Instructions for the task: With images removed, transcribe each record exactly as it appears.

(Stored data)
....

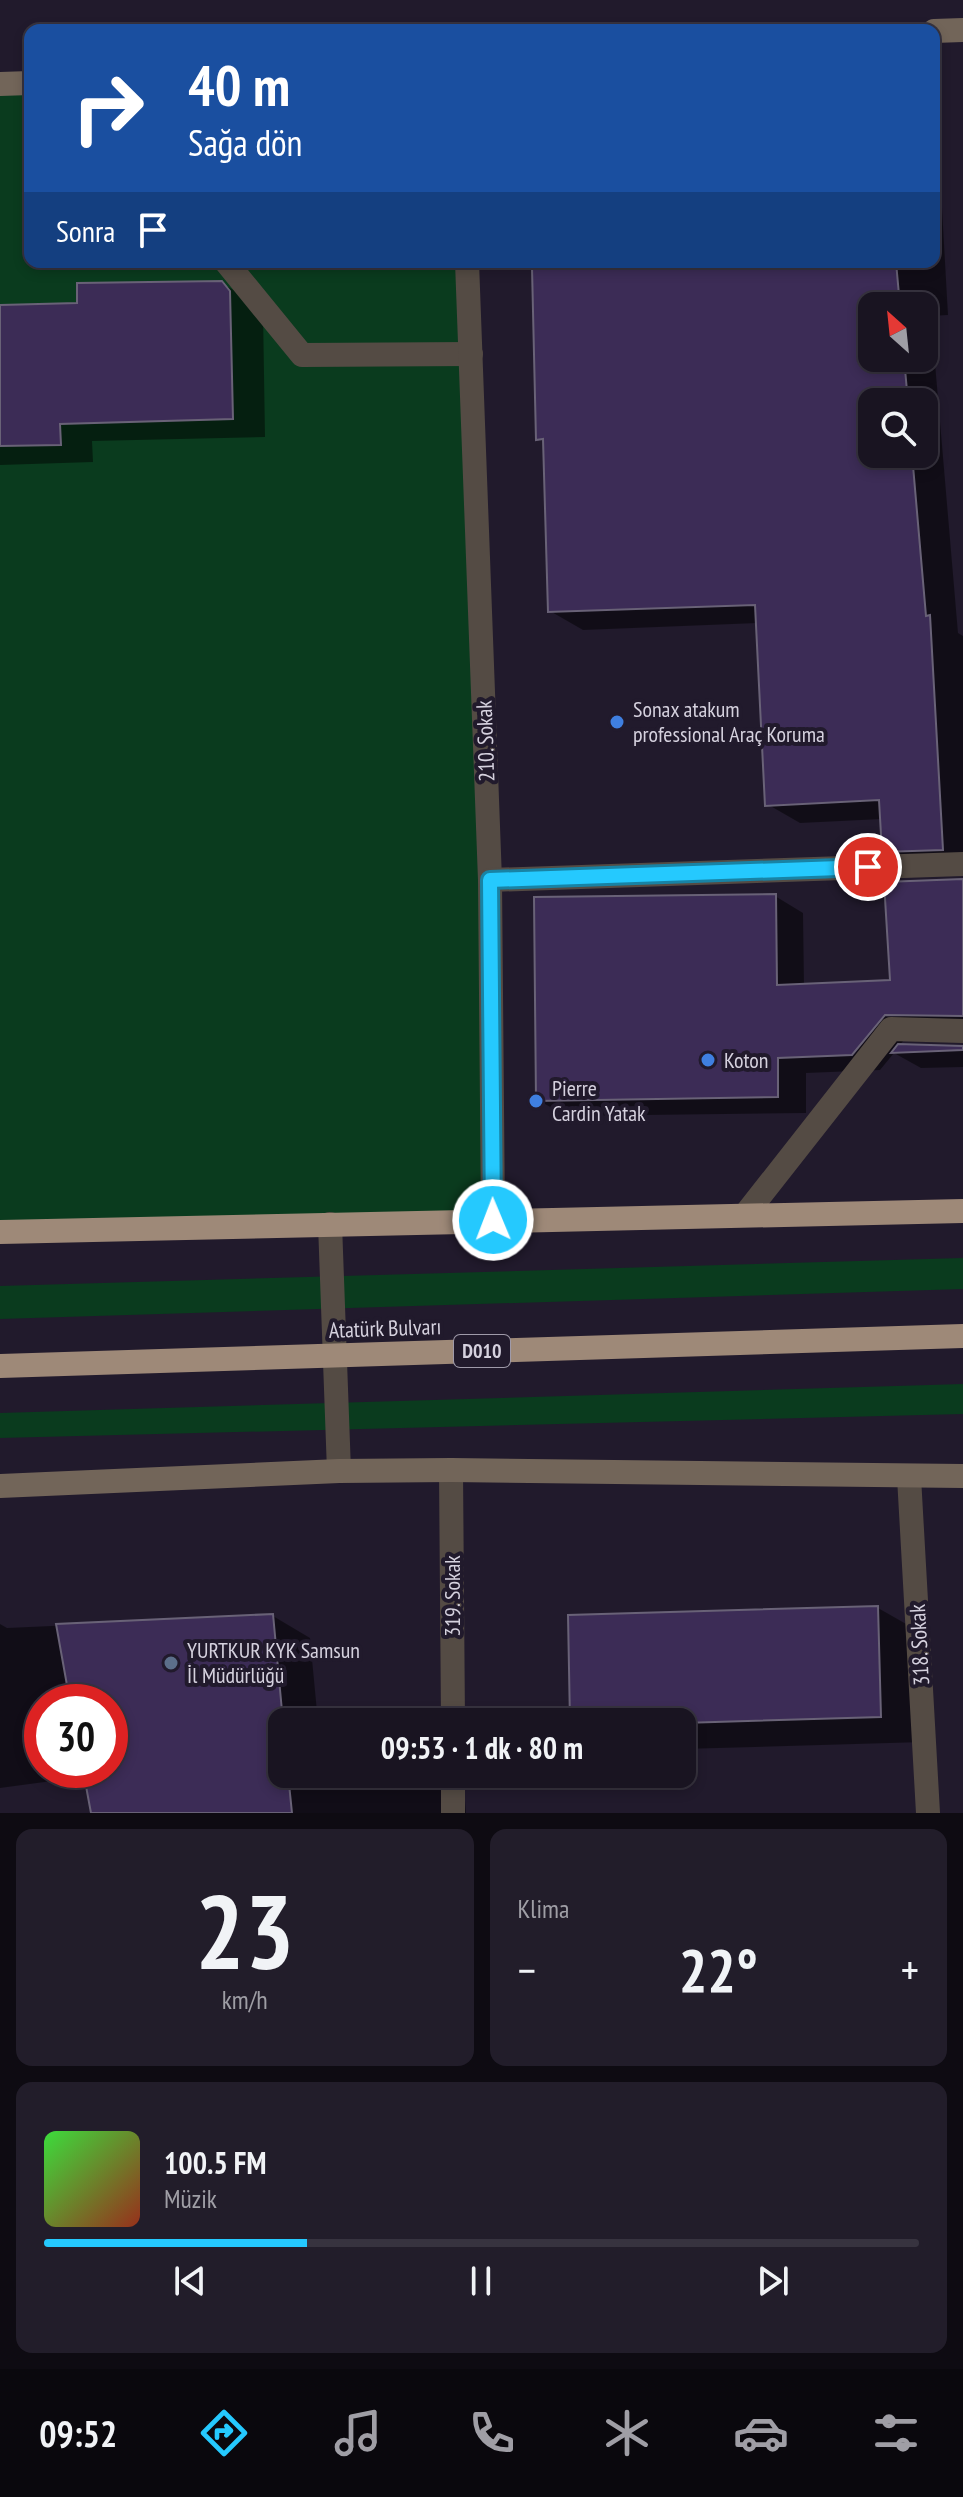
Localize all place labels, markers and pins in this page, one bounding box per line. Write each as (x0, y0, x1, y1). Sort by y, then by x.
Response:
place label: Sonax atakum professional Araç Koruma (633, 695, 825, 748)
marker: Sonax atakum professional Araç Koruma (608, 713, 626, 731)
pin (834, 833, 902, 901)
place label: Koton (724, 1046, 769, 1074)
marker: Koton (699, 1051, 717, 1069)
place label: Pierre Cardin Yatak (552, 1074, 646, 1127)
marker: Pierre Cardin Yatak (527, 1092, 545, 1110)
place label: YURTKUR KYK Samsun İl Müdürlüğü (187, 1636, 360, 1689)
marker: YURTKUR KYK Samsun İl Müdürlüğü (162, 1654, 180, 1672)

....

Task answer:
Localize all place labels, markers and pins in this page, one bounding box per line. Write each as (x0, y0, x1, y1). Sort by y, then by x.
Response:
place label: Sonax atakum professional Araç Koruma (633, 695, 825, 748)
marker: Sonax atakum professional Araç Koruma (608, 713, 626, 731)
pin (834, 833, 902, 901)
place label: Koton (724, 1046, 769, 1074)
marker: Koton (699, 1051, 717, 1069)
place label: Pierre Cardin Yatak (552, 1074, 646, 1127)
marker: Pierre Cardin Yatak (527, 1092, 545, 1110)
place label: YURTKUR KYK Samsun İl Müdürlüğü (187, 1636, 360, 1689)
marker: YURTKUR KYK Samsun İl Müdürlüğü (162, 1654, 180, 1672)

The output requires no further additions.